Sesudah itu Kaisar menyuruh hentikan siksaan dengan panah, lalu ‘Abdullah diturunkan dari tiang salib. Kemudian Kaisar meminta sebuah kuali besar, lalu dituangkan minyak ke dalamnya dan diletakkan orang di atas tungku api. Setelah minyak menggelegak, Kaisar meminta dua orang tawanan muslim. Seorang diantaranya disuruhnya lemparkan ke dalam kuali. Sebentar kemudian, daging orang itu hancur sehingga keluar tulang belulangnya.
Kaisar menoleh kepada ‘Abdullah, dan memujuknya masuk Nasrani. Tetapi ‘Abdullah menolak lebih keras. Setelah Kaisar putus asa, diperintahkannya melemparkan ‘Abdullah ke dalam kuali. Ketika pengawal menggiring ‘Abdullah ke dekat kuali, ‘Abdullah menangis.
Para pengawal mengatakan kepada Kaisar, ‘Dia menangis, Paduka!”
Kaisar menduga, tentu ‘Abdullah menangis karena takut mati.
Kata Kaisar, “Bawa dia kembali kepadaku!”
‘Abdullah berdiri kembali di hadapan Kaisar.
Kaisar menanyakan apakah ‘Abdullah mau menjadi Nasrani.
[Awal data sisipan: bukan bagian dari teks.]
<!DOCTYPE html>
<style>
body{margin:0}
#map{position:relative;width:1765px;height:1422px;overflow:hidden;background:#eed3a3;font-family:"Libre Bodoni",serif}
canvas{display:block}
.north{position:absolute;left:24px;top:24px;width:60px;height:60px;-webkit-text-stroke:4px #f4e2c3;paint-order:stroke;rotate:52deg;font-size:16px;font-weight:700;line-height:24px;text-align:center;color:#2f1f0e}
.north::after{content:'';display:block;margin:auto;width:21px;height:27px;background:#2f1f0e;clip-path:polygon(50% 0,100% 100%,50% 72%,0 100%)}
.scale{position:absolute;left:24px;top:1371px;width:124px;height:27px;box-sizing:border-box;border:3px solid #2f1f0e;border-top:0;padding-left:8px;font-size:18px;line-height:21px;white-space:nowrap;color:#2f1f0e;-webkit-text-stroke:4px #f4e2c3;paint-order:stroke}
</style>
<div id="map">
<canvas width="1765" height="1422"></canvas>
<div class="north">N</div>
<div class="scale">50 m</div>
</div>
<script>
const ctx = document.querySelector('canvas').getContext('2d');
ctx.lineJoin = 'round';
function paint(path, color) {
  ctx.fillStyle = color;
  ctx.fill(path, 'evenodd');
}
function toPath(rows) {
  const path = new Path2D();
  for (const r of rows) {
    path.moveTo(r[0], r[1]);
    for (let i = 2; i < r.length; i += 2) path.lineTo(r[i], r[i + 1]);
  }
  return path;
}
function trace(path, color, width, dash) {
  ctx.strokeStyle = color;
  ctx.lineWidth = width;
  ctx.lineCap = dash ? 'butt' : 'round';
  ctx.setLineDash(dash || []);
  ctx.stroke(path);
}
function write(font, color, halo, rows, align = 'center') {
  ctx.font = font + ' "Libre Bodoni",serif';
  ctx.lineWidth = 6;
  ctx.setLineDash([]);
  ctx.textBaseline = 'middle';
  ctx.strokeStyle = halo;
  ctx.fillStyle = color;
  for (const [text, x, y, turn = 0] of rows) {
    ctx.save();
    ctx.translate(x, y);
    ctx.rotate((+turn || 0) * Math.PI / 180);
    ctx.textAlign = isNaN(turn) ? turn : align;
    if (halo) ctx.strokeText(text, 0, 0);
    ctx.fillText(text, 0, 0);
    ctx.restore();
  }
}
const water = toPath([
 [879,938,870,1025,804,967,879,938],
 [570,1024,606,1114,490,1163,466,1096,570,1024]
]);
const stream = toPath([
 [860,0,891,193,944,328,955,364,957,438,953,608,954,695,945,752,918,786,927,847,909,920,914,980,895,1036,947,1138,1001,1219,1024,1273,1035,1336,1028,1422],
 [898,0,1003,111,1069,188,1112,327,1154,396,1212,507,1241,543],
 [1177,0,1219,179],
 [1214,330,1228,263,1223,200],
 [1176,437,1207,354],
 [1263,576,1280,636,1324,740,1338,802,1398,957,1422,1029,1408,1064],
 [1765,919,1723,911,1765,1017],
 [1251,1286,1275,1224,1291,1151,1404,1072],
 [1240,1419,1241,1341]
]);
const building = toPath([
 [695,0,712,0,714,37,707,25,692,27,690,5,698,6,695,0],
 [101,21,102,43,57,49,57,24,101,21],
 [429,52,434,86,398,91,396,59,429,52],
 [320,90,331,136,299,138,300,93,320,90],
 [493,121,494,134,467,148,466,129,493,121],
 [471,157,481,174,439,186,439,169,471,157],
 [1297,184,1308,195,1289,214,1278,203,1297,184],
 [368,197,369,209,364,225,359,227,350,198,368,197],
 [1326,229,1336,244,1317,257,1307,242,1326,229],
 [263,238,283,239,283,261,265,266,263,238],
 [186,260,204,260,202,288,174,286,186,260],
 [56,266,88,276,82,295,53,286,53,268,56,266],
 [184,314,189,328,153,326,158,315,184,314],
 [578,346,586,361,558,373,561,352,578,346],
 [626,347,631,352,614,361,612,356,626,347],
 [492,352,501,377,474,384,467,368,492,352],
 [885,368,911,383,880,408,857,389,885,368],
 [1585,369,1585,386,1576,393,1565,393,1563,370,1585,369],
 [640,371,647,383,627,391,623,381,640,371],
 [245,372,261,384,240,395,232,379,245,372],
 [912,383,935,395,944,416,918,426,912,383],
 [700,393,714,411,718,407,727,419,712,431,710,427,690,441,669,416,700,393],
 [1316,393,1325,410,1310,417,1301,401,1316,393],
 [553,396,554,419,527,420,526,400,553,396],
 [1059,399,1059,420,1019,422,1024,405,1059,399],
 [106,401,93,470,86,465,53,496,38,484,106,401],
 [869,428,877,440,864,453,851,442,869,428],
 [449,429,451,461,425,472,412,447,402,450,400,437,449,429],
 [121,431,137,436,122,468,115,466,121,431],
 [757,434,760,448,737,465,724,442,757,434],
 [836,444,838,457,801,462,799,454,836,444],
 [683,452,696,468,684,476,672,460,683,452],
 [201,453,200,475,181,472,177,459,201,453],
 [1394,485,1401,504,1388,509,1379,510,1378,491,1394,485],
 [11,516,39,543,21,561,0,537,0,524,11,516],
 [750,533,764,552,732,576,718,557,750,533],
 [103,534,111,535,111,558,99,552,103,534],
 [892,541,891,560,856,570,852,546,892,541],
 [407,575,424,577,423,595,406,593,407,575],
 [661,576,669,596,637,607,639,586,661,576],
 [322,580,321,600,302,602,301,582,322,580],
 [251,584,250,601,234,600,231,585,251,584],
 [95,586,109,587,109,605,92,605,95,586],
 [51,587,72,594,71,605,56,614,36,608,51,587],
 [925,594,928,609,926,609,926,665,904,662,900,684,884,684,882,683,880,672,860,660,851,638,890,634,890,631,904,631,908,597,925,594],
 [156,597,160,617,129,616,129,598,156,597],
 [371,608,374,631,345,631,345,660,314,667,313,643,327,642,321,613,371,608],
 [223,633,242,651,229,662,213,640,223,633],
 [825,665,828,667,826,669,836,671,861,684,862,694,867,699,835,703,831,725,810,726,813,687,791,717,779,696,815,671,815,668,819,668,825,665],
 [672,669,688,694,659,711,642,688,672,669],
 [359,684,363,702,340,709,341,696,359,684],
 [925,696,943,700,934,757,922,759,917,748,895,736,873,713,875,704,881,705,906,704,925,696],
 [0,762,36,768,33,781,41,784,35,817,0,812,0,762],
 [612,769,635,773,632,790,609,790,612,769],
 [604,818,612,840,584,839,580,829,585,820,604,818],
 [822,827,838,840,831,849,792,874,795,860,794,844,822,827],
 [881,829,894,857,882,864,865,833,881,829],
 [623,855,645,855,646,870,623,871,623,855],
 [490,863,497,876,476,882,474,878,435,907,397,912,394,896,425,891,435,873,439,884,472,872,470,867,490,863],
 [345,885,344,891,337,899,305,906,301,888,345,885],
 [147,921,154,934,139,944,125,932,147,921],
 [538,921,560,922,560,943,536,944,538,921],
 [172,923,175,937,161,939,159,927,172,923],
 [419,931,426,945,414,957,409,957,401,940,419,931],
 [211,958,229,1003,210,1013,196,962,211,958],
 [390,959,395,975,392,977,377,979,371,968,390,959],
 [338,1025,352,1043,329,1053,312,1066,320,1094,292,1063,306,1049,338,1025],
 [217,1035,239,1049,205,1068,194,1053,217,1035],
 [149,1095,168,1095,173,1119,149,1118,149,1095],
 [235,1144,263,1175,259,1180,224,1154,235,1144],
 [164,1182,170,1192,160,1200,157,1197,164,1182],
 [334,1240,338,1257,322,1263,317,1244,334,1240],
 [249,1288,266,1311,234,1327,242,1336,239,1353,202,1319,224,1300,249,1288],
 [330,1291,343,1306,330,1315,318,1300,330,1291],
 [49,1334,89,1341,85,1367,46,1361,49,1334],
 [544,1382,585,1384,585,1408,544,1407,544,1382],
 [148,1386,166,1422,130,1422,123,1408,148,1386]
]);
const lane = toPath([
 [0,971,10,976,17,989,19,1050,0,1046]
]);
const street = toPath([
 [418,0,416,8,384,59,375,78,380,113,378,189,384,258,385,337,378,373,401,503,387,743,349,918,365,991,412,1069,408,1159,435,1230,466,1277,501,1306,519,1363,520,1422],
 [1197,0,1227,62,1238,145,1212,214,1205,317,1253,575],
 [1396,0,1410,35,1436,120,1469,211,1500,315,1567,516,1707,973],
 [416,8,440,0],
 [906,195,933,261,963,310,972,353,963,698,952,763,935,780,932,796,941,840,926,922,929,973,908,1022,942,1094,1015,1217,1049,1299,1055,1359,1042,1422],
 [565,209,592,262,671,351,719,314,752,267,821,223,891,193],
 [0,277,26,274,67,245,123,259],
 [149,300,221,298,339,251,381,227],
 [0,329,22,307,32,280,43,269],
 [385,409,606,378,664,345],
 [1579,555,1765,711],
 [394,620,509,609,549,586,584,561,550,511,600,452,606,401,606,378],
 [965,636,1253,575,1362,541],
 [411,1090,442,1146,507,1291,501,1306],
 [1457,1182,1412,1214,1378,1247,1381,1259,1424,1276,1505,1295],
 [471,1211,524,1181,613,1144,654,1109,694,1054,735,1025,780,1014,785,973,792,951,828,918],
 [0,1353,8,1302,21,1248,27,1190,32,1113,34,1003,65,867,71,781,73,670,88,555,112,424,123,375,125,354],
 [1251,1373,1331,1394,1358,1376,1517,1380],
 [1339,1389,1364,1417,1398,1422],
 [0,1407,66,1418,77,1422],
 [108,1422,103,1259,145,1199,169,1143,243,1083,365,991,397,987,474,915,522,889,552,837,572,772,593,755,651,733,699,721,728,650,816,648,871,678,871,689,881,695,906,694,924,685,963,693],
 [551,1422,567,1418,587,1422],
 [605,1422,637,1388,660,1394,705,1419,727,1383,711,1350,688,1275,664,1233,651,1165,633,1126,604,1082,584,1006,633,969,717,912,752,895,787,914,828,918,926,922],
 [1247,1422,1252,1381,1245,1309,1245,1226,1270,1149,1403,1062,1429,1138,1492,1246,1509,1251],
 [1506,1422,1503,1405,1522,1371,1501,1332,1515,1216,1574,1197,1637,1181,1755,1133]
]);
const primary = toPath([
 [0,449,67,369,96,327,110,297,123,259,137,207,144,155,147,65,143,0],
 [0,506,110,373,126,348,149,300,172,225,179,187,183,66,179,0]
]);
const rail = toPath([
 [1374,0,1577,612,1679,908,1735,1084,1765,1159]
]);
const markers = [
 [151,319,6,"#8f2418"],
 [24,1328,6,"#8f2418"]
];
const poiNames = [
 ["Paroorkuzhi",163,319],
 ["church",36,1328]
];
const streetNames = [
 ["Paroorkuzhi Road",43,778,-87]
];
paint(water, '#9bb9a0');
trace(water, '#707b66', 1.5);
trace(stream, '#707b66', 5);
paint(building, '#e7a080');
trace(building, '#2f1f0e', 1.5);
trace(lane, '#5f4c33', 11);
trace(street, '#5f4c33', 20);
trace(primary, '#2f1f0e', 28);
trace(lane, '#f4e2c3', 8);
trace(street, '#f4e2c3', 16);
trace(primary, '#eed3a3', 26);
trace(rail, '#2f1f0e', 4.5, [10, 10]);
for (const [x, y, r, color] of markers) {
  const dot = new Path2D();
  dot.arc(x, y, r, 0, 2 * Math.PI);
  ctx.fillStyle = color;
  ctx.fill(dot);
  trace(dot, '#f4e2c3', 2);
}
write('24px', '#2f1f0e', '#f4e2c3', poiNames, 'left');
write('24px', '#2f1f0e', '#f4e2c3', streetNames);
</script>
Dengan Iman yang kokoh kuat, ‘Abdullah tetap menolak pujukan Kaisar.
Kata Kaisar, “Celaka...! Mengapa engkau menangis?”
Jawab Abdullah, “Aku menangis karena keinginanku selama ini tidak terkabul. Aku ingin mati di medan tempur perang fisabiillah. Ternyata kini, aku akan mati hancur dalam kuali.”
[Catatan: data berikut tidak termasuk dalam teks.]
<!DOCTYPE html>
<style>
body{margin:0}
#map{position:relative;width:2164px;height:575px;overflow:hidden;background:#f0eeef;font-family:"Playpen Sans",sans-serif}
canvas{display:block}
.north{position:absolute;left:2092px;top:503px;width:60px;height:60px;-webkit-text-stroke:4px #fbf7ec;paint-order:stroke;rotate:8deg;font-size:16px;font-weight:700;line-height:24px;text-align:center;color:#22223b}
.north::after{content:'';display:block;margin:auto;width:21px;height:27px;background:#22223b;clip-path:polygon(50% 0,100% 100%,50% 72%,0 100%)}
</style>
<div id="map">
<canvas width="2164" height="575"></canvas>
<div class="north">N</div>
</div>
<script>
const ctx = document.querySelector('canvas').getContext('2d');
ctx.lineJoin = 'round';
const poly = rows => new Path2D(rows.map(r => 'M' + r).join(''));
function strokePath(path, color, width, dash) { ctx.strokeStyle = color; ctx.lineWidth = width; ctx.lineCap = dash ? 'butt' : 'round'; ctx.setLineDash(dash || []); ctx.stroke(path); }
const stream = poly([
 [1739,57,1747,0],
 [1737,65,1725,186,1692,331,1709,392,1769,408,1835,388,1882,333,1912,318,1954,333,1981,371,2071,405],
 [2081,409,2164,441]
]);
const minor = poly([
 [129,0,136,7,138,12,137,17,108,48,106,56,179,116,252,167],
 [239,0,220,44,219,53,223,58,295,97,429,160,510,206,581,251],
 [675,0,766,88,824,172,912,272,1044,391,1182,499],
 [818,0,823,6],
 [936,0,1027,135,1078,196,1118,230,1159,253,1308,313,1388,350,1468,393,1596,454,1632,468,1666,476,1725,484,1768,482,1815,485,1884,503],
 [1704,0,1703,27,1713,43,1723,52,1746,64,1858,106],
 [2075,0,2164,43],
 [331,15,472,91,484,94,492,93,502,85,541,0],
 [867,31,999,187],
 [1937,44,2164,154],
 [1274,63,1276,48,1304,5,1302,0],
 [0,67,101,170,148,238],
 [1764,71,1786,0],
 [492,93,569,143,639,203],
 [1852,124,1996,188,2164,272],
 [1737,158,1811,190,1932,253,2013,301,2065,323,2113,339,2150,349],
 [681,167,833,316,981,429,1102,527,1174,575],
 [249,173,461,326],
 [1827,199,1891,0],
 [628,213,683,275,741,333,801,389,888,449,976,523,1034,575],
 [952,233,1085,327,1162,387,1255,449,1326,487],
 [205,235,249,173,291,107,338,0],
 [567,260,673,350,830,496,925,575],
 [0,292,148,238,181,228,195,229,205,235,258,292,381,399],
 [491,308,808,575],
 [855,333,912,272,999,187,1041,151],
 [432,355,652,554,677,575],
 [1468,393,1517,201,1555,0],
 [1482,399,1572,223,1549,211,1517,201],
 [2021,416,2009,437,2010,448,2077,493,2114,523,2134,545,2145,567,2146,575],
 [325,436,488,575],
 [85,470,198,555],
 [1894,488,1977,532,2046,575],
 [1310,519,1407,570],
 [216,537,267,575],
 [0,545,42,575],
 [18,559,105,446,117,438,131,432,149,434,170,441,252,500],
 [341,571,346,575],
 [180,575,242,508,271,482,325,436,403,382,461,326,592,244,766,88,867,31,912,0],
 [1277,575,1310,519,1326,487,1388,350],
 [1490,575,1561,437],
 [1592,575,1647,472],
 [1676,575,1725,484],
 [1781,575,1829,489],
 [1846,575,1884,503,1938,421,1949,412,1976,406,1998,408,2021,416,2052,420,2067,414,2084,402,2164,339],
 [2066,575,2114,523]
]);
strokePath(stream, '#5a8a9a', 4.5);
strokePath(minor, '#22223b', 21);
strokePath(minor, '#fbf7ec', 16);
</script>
“Maukah engkau mencium kepalaku? Nanti kubebaskan engkau!” kata Kaisar dengan angkuh.
Jawab Abdullah, “bebas beserta semua kawan-kawan tawanan muslim?”
Jawab Kaisar, “Ya, saya bebaskan engkau berserta semua tawanan muslim.”
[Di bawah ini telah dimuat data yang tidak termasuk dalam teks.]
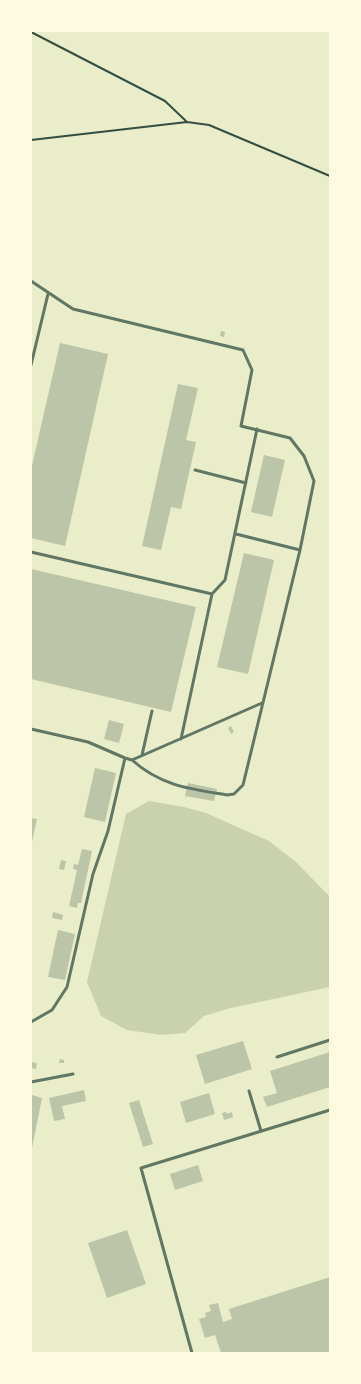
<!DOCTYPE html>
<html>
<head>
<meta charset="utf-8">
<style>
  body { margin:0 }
  #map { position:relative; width:361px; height:1384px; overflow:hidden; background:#e9edc9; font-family:"Sofia Sans Condensed",sans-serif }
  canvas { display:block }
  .frame { position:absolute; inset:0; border:32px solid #fefae0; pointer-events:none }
</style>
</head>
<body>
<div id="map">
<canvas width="361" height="1384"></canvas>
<div class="frame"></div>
</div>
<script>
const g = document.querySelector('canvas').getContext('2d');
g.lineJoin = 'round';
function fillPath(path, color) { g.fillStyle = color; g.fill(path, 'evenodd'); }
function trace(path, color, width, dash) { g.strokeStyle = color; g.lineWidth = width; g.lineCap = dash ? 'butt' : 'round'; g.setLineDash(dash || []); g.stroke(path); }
const green = new Path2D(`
  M 149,801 L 184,807 L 206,813 L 269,841 L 296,862 L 330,897 L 330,987 L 231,1008 L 204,1016 L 185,1033 L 161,1035 L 127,1030 L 101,1016 L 87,982 L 126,814 Z`);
const building = new Path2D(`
  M 221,331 L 225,332 L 224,337 L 220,336 Z
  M 60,343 L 108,354 L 65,546 L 31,538 L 31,470 Z
  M 178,384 L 198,388 L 186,440 L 196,442 L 181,509 L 171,507 L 161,550 L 142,546 Z
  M 264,455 L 285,460 L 272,517 L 251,512 Z
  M 244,553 L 274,560 L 248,674 L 217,667 Z
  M 31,569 L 196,607 L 171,712 L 31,679 Z
  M 109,720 L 124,724 L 119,743 L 104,739 Z
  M 231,726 L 234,732 L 231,734 L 228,728 Z
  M 95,768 L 116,773 L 105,822 L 84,817 Z
  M 188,783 L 217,789 L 214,801 L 185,796 Z
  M 31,818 L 37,819 L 32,842 L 31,842 Z
  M 82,849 L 92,851 L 81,903 L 78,903 L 77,908 L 69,906 L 77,870 L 73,869 L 74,864 L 78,865 Z
  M 61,860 L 66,861 L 64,870 L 59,869 Z
  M 53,912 L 63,915 L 62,920 L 52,918 Z
  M 58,930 L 75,934 L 65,980 L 48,977 Z
  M 243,1041 L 252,1069 L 205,1084 L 196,1055 Z
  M 330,1052 L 330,1087 L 267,1107 L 263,1097 L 277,1093 L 270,1071 Z
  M 60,1059 L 64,1060 L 64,1063 L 59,1063 Z
  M 31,1062 L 37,1063 L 36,1069 L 31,1068 Z
  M 84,1090 L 86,1101 L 62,1106 L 65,1119 L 54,1121 L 49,1098 Z
  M 209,1093 L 215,1114 L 186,1123 L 180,1102 Z
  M 32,1095 L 42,1098 L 32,1148 L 31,1100 Z
  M 139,1100 L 153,1144 L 143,1147 L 129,1103 Z
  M 226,1112 L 227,1114 L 232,1112 L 233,1117 L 224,1120 L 222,1113 Z
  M 198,1165 L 203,1181 L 175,1190 L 170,1174 Z
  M 127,1230 L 146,1284 L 107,1298 L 88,1243 Z
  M 330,1277 L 330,1353 L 221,1353 L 215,1335 L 205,1338 L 199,1319 L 206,1317 L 205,1313 L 211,1311 L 209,1305 L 218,1303 L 223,1322 L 232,1319 L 229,1309 Z`);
const path = new Path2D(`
  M 31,32 L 165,101 L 187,122 L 209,125 L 330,176
  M 31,140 L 187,122`);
const service = new Path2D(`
  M 31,281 L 73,309 L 243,350 L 252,370 L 241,426 L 290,438 L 304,456 L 314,481 L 300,550 L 243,785 L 234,794 L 227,795 C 191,789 161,786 132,760
  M 31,365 L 48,294
  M 195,470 L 246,483
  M 236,534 L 300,550
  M 31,552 L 212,594
  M 31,729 L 88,742 L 125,758 L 132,760 L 262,703
  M 181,739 L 212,594 L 225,580 L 257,429
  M 142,755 L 152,711
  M 31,1022 L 52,1010 L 67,987 L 93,874 L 108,831 L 125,758
  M 277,1057 L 330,1040
  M 31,1082 L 73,1074
  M 249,1091 L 261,1131
  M 192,1353 L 141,1168 L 330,1110`);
fillPath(green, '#cad2ad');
fillPath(building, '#bcc5a7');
trace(path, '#344e41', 2);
trace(service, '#617663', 3);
</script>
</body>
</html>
‘Abdullah berpikir sejenak, “Aku harus mencium kepala musuh Allah. Tetapi aku dan kawan-kawan yang tertawan bebas. Ah.. tidak ada ruginya.”
“Abdullah menghampiri Kaisar, lalu diciumnya kepala musuh Allah itu.
Sesudah itu Kaisar memerintahkan para pengawal mengumpulkan semua tawanan muslim untuk dibebaskan dan diserahkan kepada ‘Abdullah bin Hudzafah.
Setibanya ‘Abdullah bin Hudzafah di hadapan Khalifah ‘Umar bin Al Khathab, dilaporkannya kepada beliau semua yang dialaminya serta pembebasannya bersama sejumlah tentara muslimin yang tertawan. Khalifah sangat gembira mendengarkan laporan ‘Abdullah. Ketika Khalifah memeriksa prajurit muslim yang tertawan dan bebas bersama-sama ‘Abdullah, beliau berkata, “Sepantasnyalah setiap orang muslim mencium kepala ‘Abdullah bin Hudzafah. Nah...! Aku yang memulai....!”
Khalifah berdiri seketika itu juga, lalu mencium kepala ‘Abdullah bin Hudzafah As Sahmy.